Очень тяжелый день. Запредельно тяжелый.
— Отлично справляешься, — Мильх, оставшийся у меня в гостях после неимоверно долгого совещания с Куртом Танком, открыл бутылку с коньяком. Разместились мы в комнатке под самой крышей бременской резиденции «Организации Тодта», фельдмаршал скинул китель, оставшись в галифе и сорочке с пятнами пота под мышками. Подтяжки у него смешные, французские, синенькие с золотистыми лилиями Бурбонов. — Энергия бьет ключом. Клянусь, они насмерть перепугались, когда услышали, что бумажная волокита не предусмотрена, а любые возникающие затруднения будут решаться тобою лично, в приказном порядке! Их система миропонимания разрушена самым бессердечным образом!
— Иначе нельзя, — зевнув, ответил я. — Кажется, ты хочешь получать самолеты Fw. 190 прямо сейчас? А не через полгода? Не через год? При этом не разбираясь с жалобами генерал-губернатора Польши и его прихлебателей на то, что под территорию завода в Позене выделен участок девственного заповедного леса, где водятся кабанчики и расположен любимый охотничий домик рейхсмаршала?
— Ты серьезно? — Мильх выпрямился.
— Нет же, нет! Чепуха. Обыкновенный индустриальный район, ну откуда там кабанчики?.. Я о другом думаю: сам факт эвакуации на восток огромного завода заставляет признать, что война вошла в новую стадию — не наступательную, а оборонительную. Хочешь знать, о чем я беседовал с доктором Тодтом в ночь перед его гибелью?
— Ты уже как-то рассказывал. Заявления на грани пораженчества.
— Можно трактовать и так, — согласился я и взял рюмку с коньяком. — Прозит! Но Фриц Тодт сумел обосновать свои выкладки, причем я не нашел существенных возражений. Центральный постулат — война в экономическом отношении проиграна еще осенью 1941 года.
— Слышал, — Мильх картинно закатил глаза, словно говоря: «Какая, право, ерунда! Реальность говорит об обратном!»
— …И вот почему, — с нажимом продолжил я. — Из всех разведсводок, поступающих с Востока, мало кто обратил внимание на критически важные сообщения. Нет, вовсе не число танков, самолетов и живой силы, имеющихся в распоряжении Сталина, это интересно в основном военным. Речь о другом. Что большевикам удалось спасти? Не взорвать, не разрушить, не сжечь при отступлении — в Днепропетровске я вдоволь насмотрелся на развалины. Именно спасти. Вывезти за Волгу и на Урал. Цифры, — наверняка неполные! — в нашем распоряжении есть. И меня они приводят в ужас не меньше, чем покойного доктора Тодта.
— Постой, постой, — фельдмаршал уставился на меня с видом не то озадаченным, не то потрясенным. — Ты подразумеваешь эвакуированные русскими материальные ценности?

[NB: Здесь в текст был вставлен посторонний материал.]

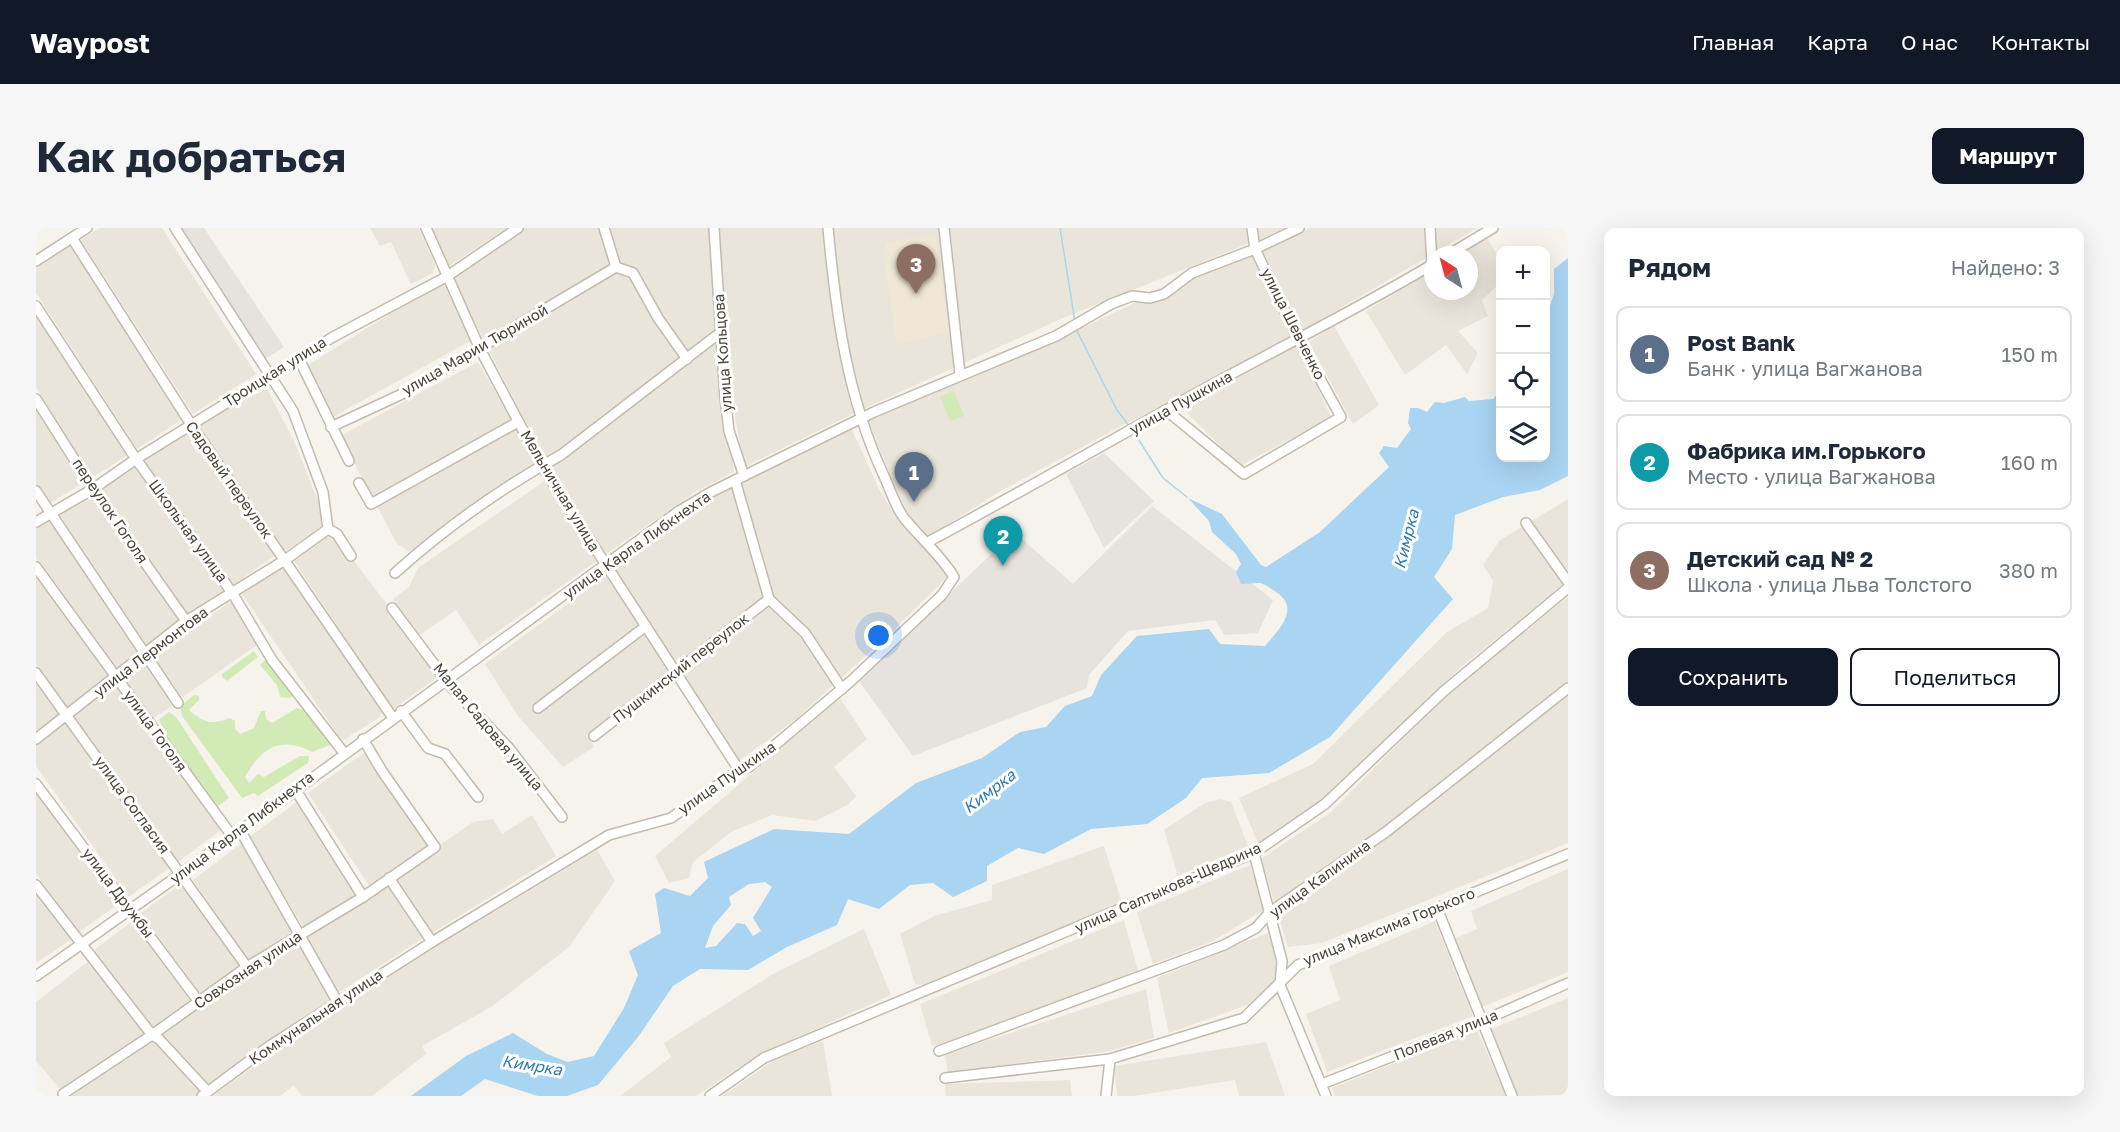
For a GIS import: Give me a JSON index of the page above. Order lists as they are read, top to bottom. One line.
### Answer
{"streets":{"street":["улица Шевченко","улица Марии Тюриной","улица Кольцова","Троицкая улица","улица Пушкина","Садовый переулок","Мельничная улица","переулок Гоголя","Школьная улица","улица Карла Либкнехта","улица Лермонтова","Пушкинский переулок","Малая Садовая улица","улица Гоголя","улица Согласия","улица Калинина","улица Салтыкова-Щедрина","улица Дружбы","улица Максима Горького","Совхозная улица","Коммунальная улица","Полевая улица"]},"crossings":[["улица Шевченко","улица Пушкина"],["улица Шевченко","улица Карла Либкнехта"],["улица Марии Тюриной","Мельничная улица"],["улица Кольцова","улица Карла Либкнехта"],["улица Кольцова","Пушкинский переулок"],["Троицкая улица","Садовый переулок"],["Троицкая улица","Мельничная улица"],["Троицкая улица","переулок Гоголя"],["Троицкая улица","Школьная улица"],["улица Пушкина","Мельничная улица"],["улица Пушкина","Коммунальная улица"],["Садовый переулок","улица Карла Либкнехта"],["Садовый переулок","улица Лермонтова"],["Мельничная улица","улица Карла Либкнехта"],["Мельничная улица","Пушкинский переулок"],["переулок Гоголя","улица Лермонтова"],["Школьная улица","улица Карла Либкнехта"],["Школьная улица","улица Лермонтова"],["улица Карла Либкнехта","Малая Садовая улица"],["улица Карла Либкнехта","улица Гоголя"],["улица Карла Либкнехта","улица Согласия"],["улица Карла Либкнехта","улица Дружбы"],["улица Карла Либкнехта","Совхозная улица"],["улица Лермонтова","улица Гоголя"],["улица Лермонтова","улица Согласия"],["улица Гоголя","Совхозная улица"],["улица Гоголя","Коммунальная улица"],["улица Согласия","Совхозная улица"],["улица Дружбы","Совхозная улица"]],"water":["Кимрка"],"north":"top left","page":{"header":"Waypost","nav":["Главная","Карта","О нас","Контакты"],"buttons":["Маршрут",["Сохранить","Поделиться"]],"title":"Как добраться","heading":["Рядом","Найдено: 3"],"pins":["3","1","2"],"map_buttons":["+","−"],"list":[{"mark":"1","name":"Post Bank","note":"Банк · улица Вагжанова","value":"150 m"},{"mark":"2","name":"Фабрика им.Горького","note":"Место · улица Вагжанова","value":"160 m"},{"mark":"3","name":"Детский сад № 2","note":"Школа · улица Льва Толстого","value":"380 m"}]}}
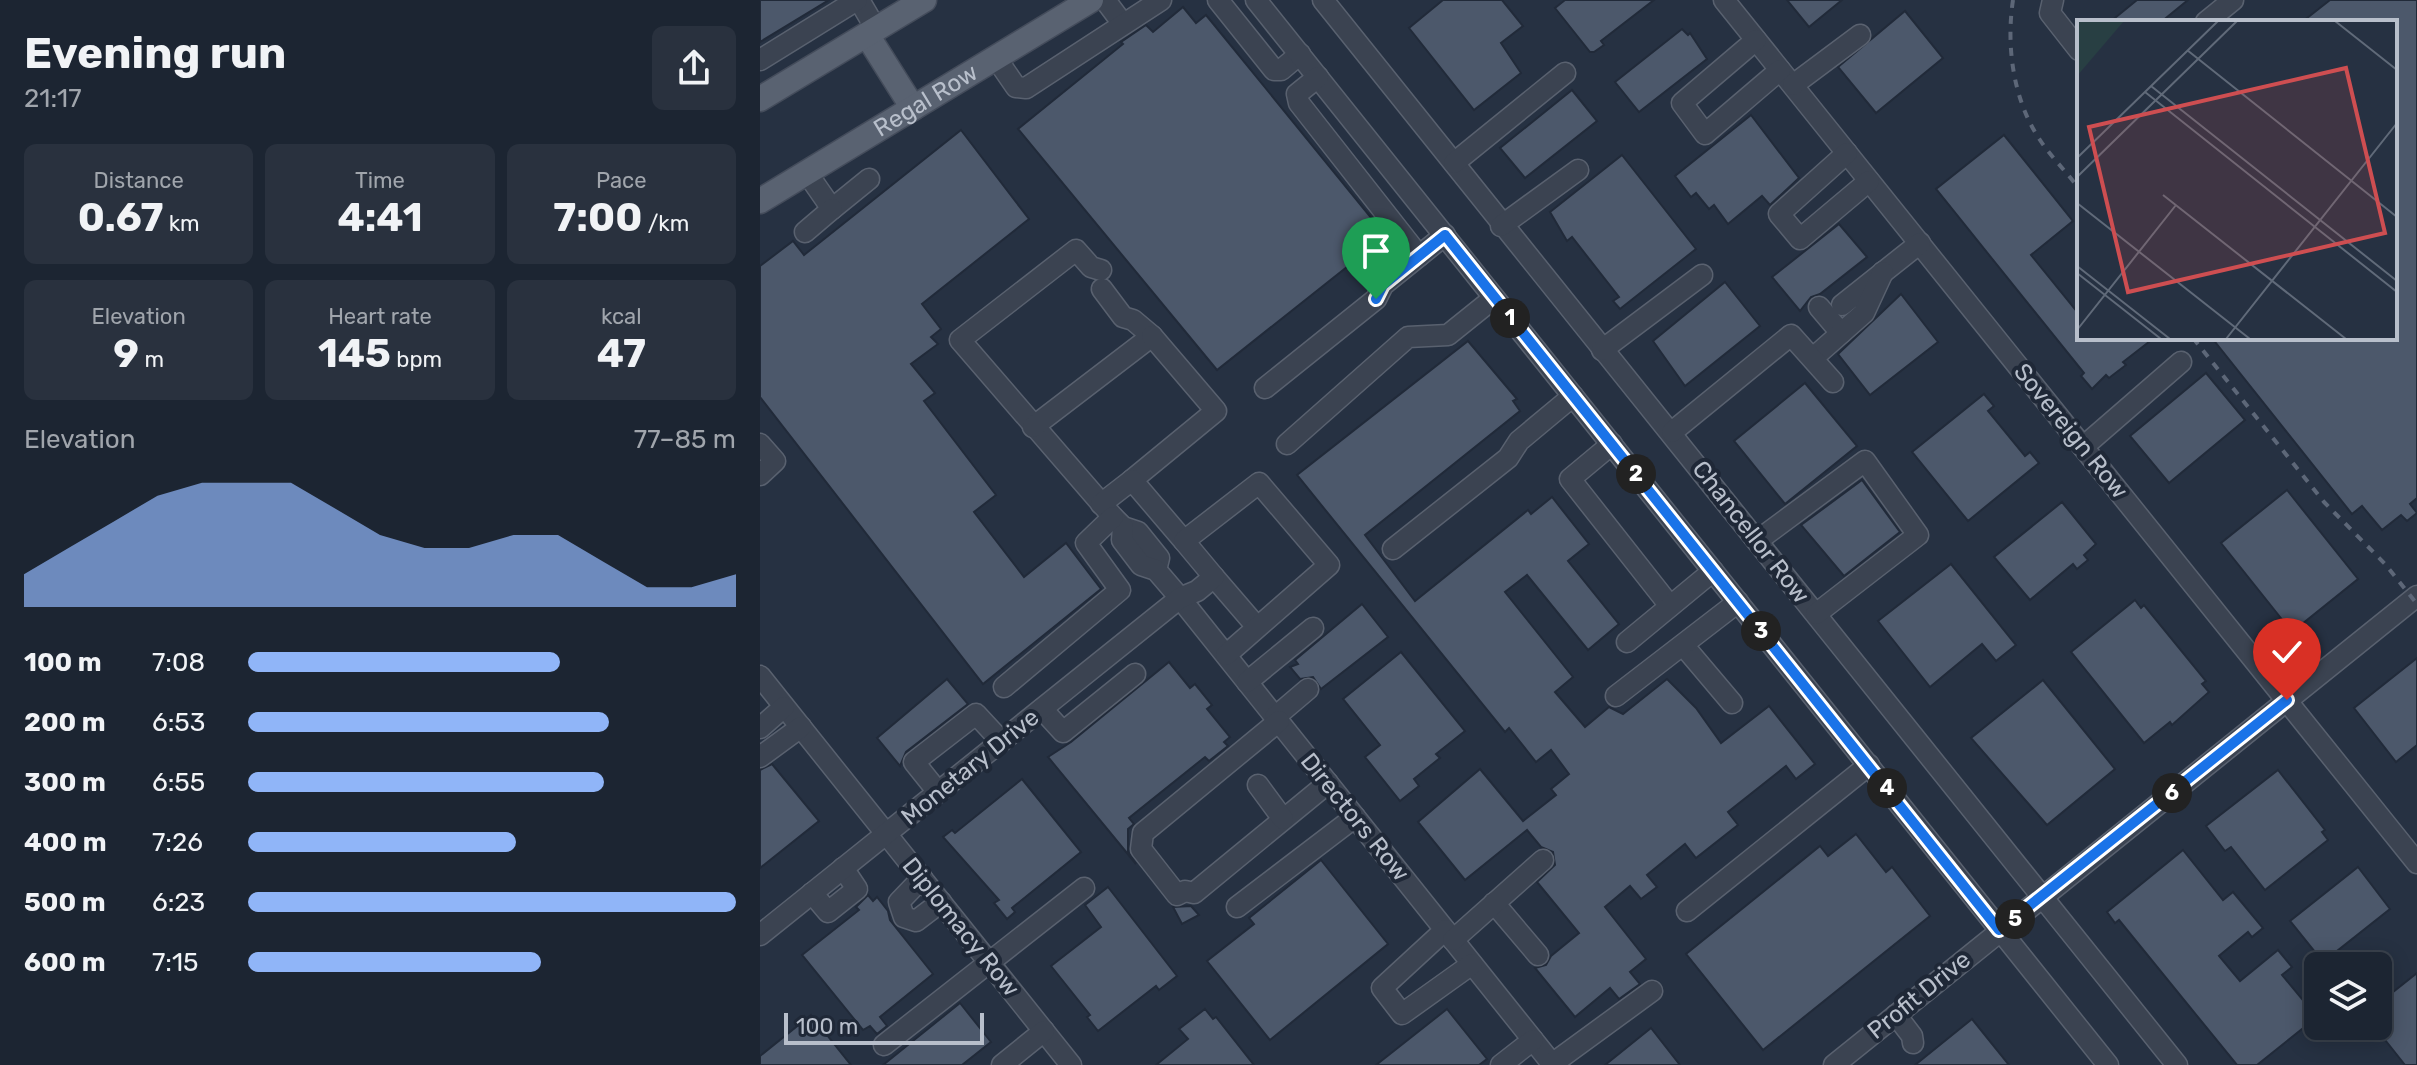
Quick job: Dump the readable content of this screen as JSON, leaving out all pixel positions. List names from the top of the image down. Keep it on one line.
{"streets":{"main road":["Regal Row"],"street":["Sovereign Row","Chancellor Row","Monetary Drive","Directors Row","Diplomacy Row","Profit Drive"]},"crossings":[["Sovereign Row","Profit Drive"],["Chancellor Row","Profit Drive"],["Monetary Drive","Directors Row"],["Monetary Drive","Diplomacy Row"]],"scale_bar":"100 m","page":{"heading":["Evening run","21:17"],"stats":[["Distance","0.67 km"],["Time","4:41"],["Pace","7:00 /km"],["Elevation","9 m"],["Heart rate","145 bpm"],["kcal","47"]],"pins":["1","2","3","4","6","5"],"chart":["Elevation","77–85 m"],"list":[{"name":"100 m","note":"7:08"},{"name":"200 m","note":"6:53"},{"name":"300 m","note":"6:55"},{"name":"400 m","note":"7:26"},{"name":"500 m","note":"6:23"},{"name":"600 m","note":"7:15"}],"scale":"100 m"}}
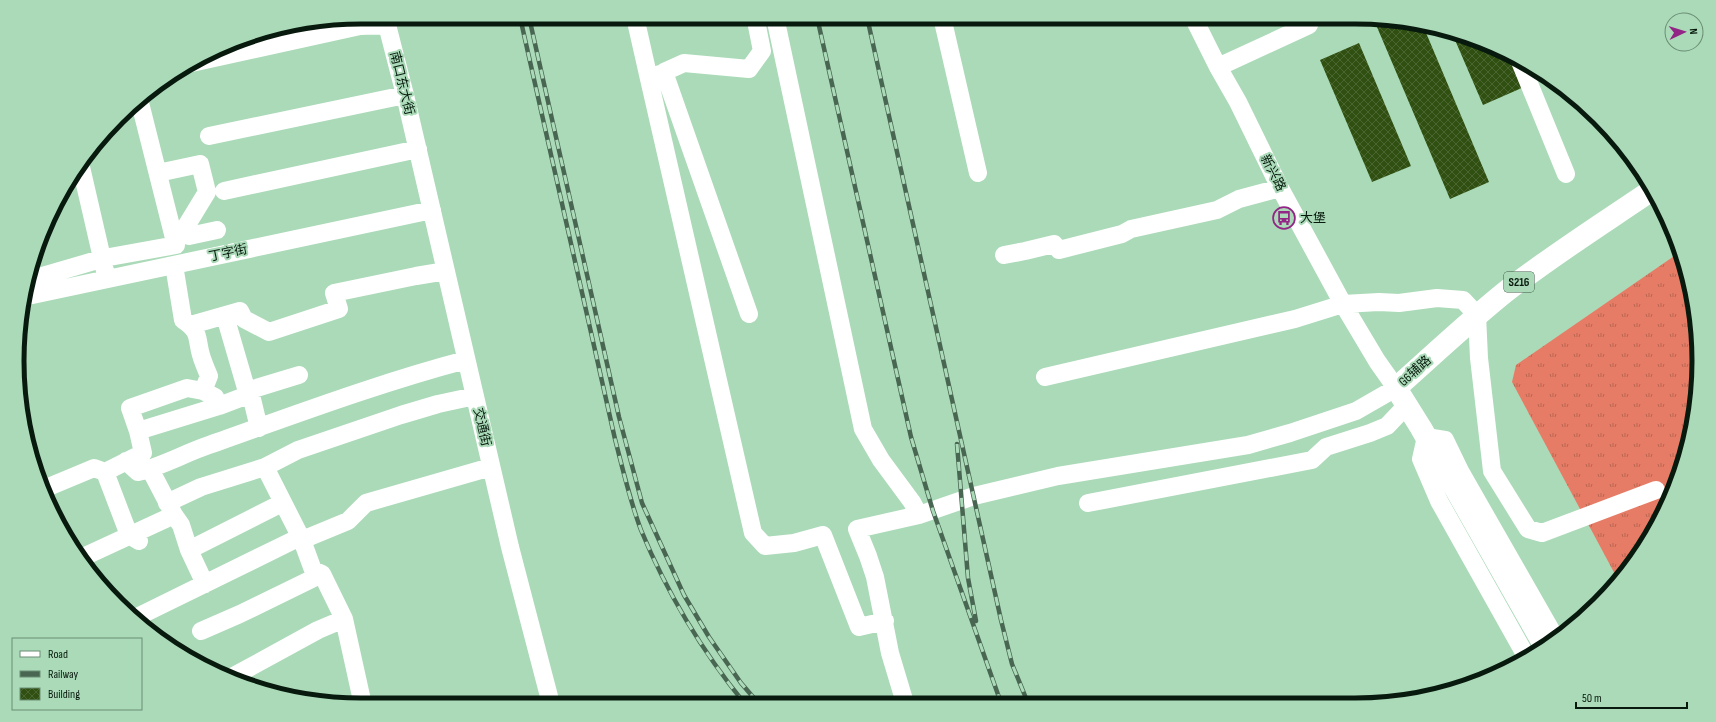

— Именно, дружище. Скажу больше, по моей просьбе весной было составлено два реестра. Первый: общая численность и профиль промышленных предприятий на занятых нами территориях России по состоянию на 1 июня 1941 года. Второй: что мы имеем там же сейчас, в настоящий момент. Если сравнить, то получится, что вместо областей с вполне развитой индустрией, крупным металлургическим и машиностроительным производством, огромным добывающим сектором и так далее мы получили едва ли не пустыню. Тридцать шесть процентов от исходных мощностей. Тогда как во Франции два года назад — девяносто четыре процента. Куда всё подевалось, спрашивается?
— Ну-у… — поразмыслив, протянул Мильх. — Разрушения, последствия городских боев, саботаж местного населения.
— Отпадает, — сказал я. — Продвижение вермахта было довольно стремительным, многие города мы брали фактически без боя, неповрежденными. Я сделал отдельный запрос по Харькову, волосы дыбом встали. Когда конкретно Рунштедт взял Харьков, не напомнишь?
— Кажется, в конце двадцатых чисел октября, — неуверенно ответил фельдмаршал, доселе не понимая, к чему я клоню. — Это самый крупный русский город, оказавшийся в наших руках, и как раз в случае с Харьковом нельзя сказать, что он достался нам малой кровью, вовсе наоборот…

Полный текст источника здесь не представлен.